Tennessee’s experience matches that of its region. When AFT identified the states with the most threatened land and also the fewest land policies, a group the organization considered most troubling, it came up with a list of 11 states. Nine of them, including Tennessee, were in the South. According to the AFT, this region is “clearly a hotspot for agricultural land conversion.” And once converted to non-agricultural uses, it’s almost certain this land will never again be farmed since fixtures like concrete would have to be removed and the soil will have changed.

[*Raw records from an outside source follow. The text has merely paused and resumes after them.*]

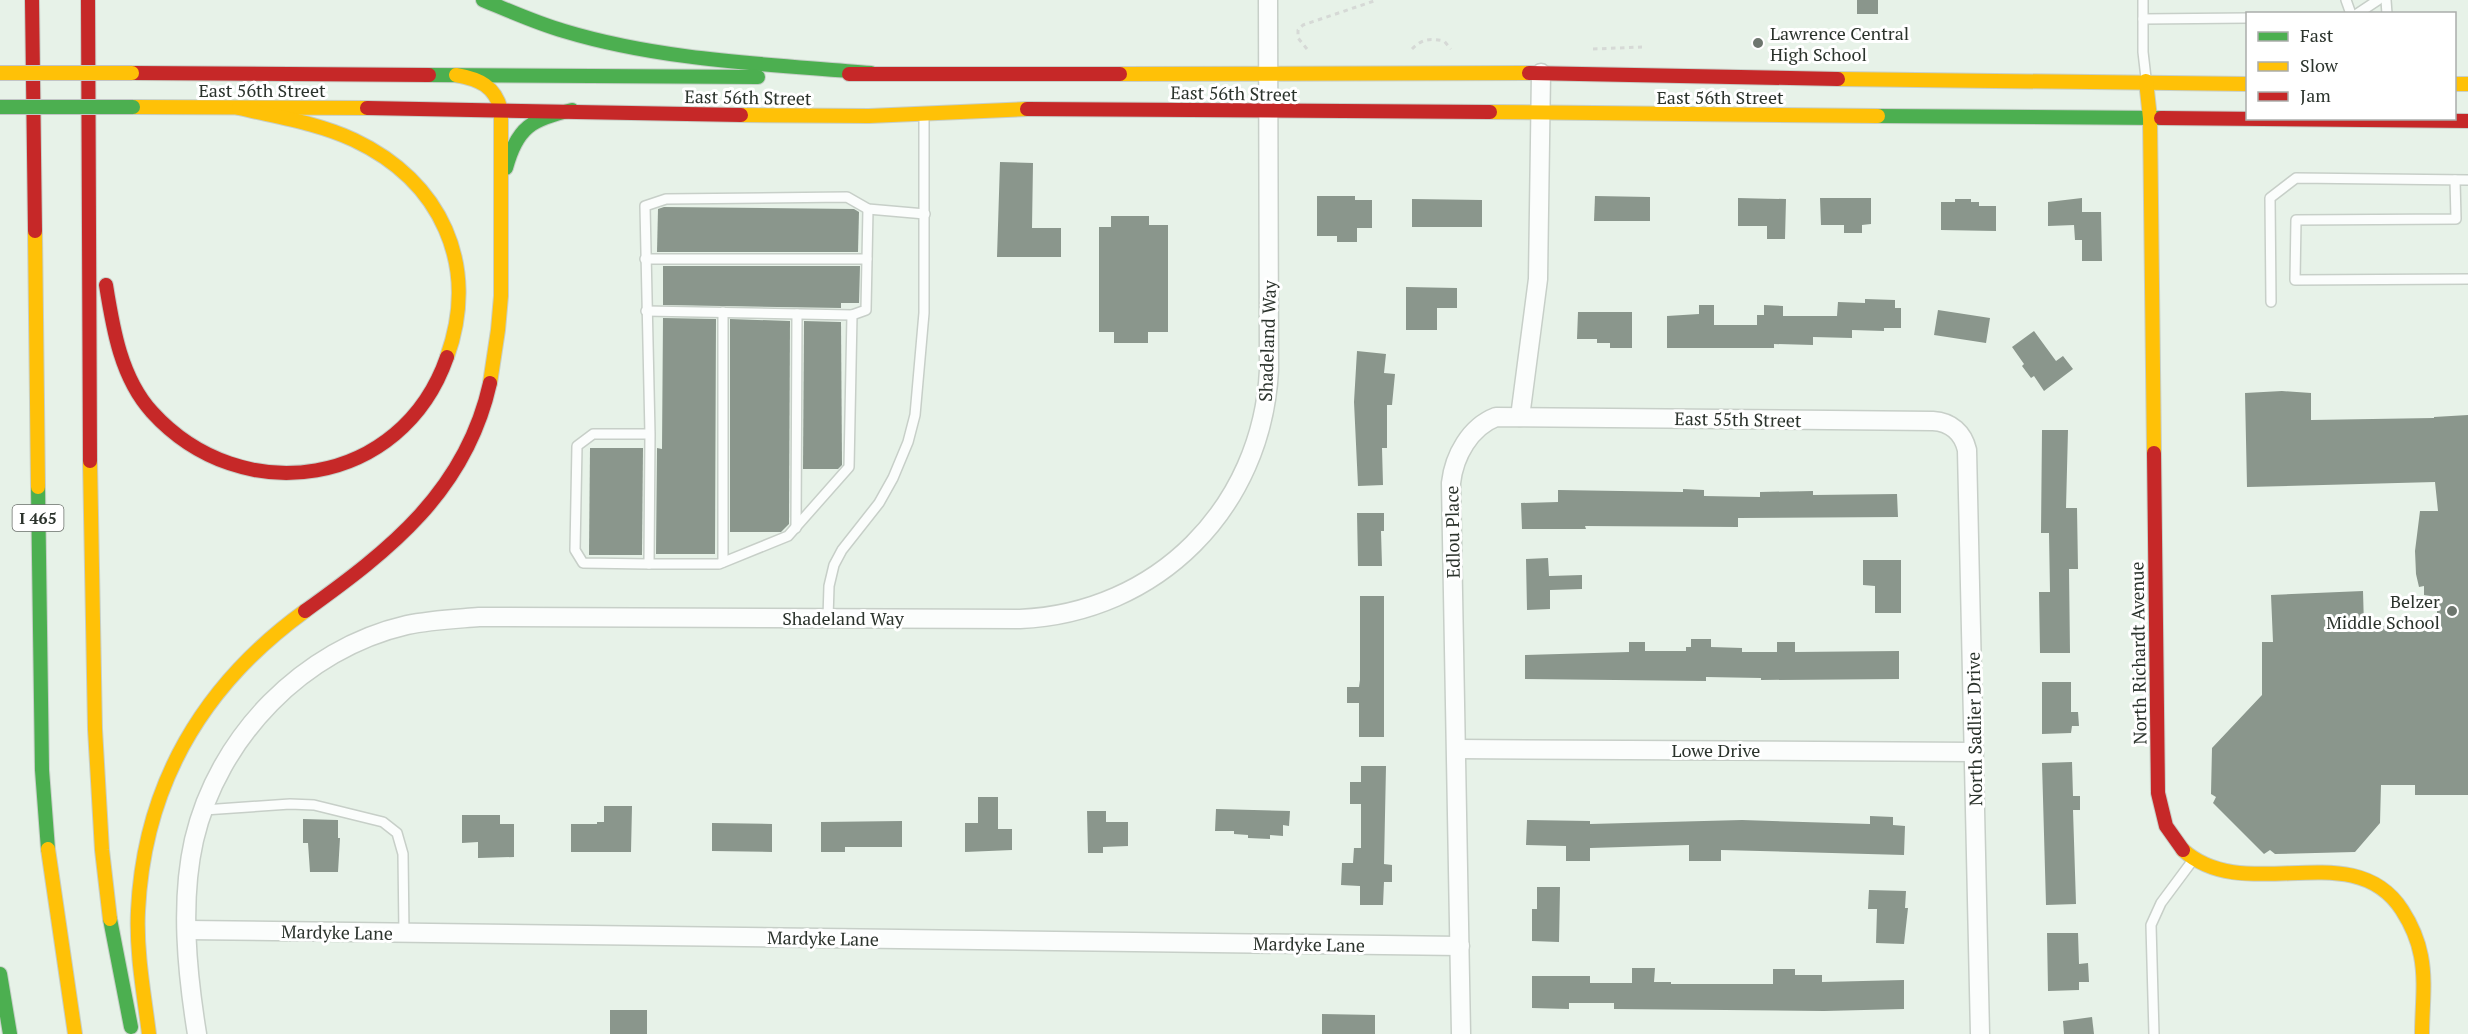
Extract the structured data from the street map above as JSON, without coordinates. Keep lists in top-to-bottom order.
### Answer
{
  "streets": {
    "main road": ["East 56th Street", "I 465", "North Richardt Avenue"],
    "street": [
      "Shadeland Way",
      "East 55th Street",
      "Edlou Place",
      "North Sadlier Drive",
      "Lowe Drive",
      "Mardyke Lane"
    ]
  },
  "crossings": [
    ["East 56th Street", "Shadeland Way"],
    ["East 56th Street", "North Richardt Avenue"],
    ["Shadeland Way", "Mardyke Lane"],
    ["East 55th Street", "Edlou Place"],
    ["East 55th Street", "North Sadlier Drive"],
    ["Edlou Place", "Lowe Drive"],
    ["Edlou Place", "Mardyke Lane"],
    ["North Sadlier Drive", "Lowe Drive"]
  ],
  "places": ["Lawrence Central High School", "Belzer Middle School"],
  "legend": ["Fast", "Slow", "Jam"]
}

Some factors explain this regional trend of threatened land. One consideration is size. One hundred acres converted in Tennessee will have more of an effect on agriculture than 100 acres converted in a more expansive state such as California. Also, other areas have more land use policies addressing agricultural threats than the South. Martinez agrees with the AFT that one reason other states have more of these policies is because they have had to address the effects of development for a longer period of time. He also notes that those areas, especially on the coast, have natural resources like the ocean that inspired more conservation policies which benefited their agricultural sectors.
Martinez expects the struggle for land access to continue. “It’s not as simple as, ‘This is the first time we’ve seen this.’ It’s always been around,” he said. “It’s just it comes in different forms, generation to generation.” Not even a future significant transfer of farmland due to aging owners — the AFT estimates more than 350 million acres — changes his prediction. Land access obstacles will still be present. And if those owners need to fund their retirements with the sale of their land, they will need the highest price they can get moving it beyond the reach of young farmers.
In the meantime, Ernie Mathes has advice for the next generation of farmers facing these challenges: Don’t get bogged down in research. “Make something small and just start,” he said. “See if you enjoy doing it before you either saddle yourself with debt or do something that’s overwhelming that wears you out.”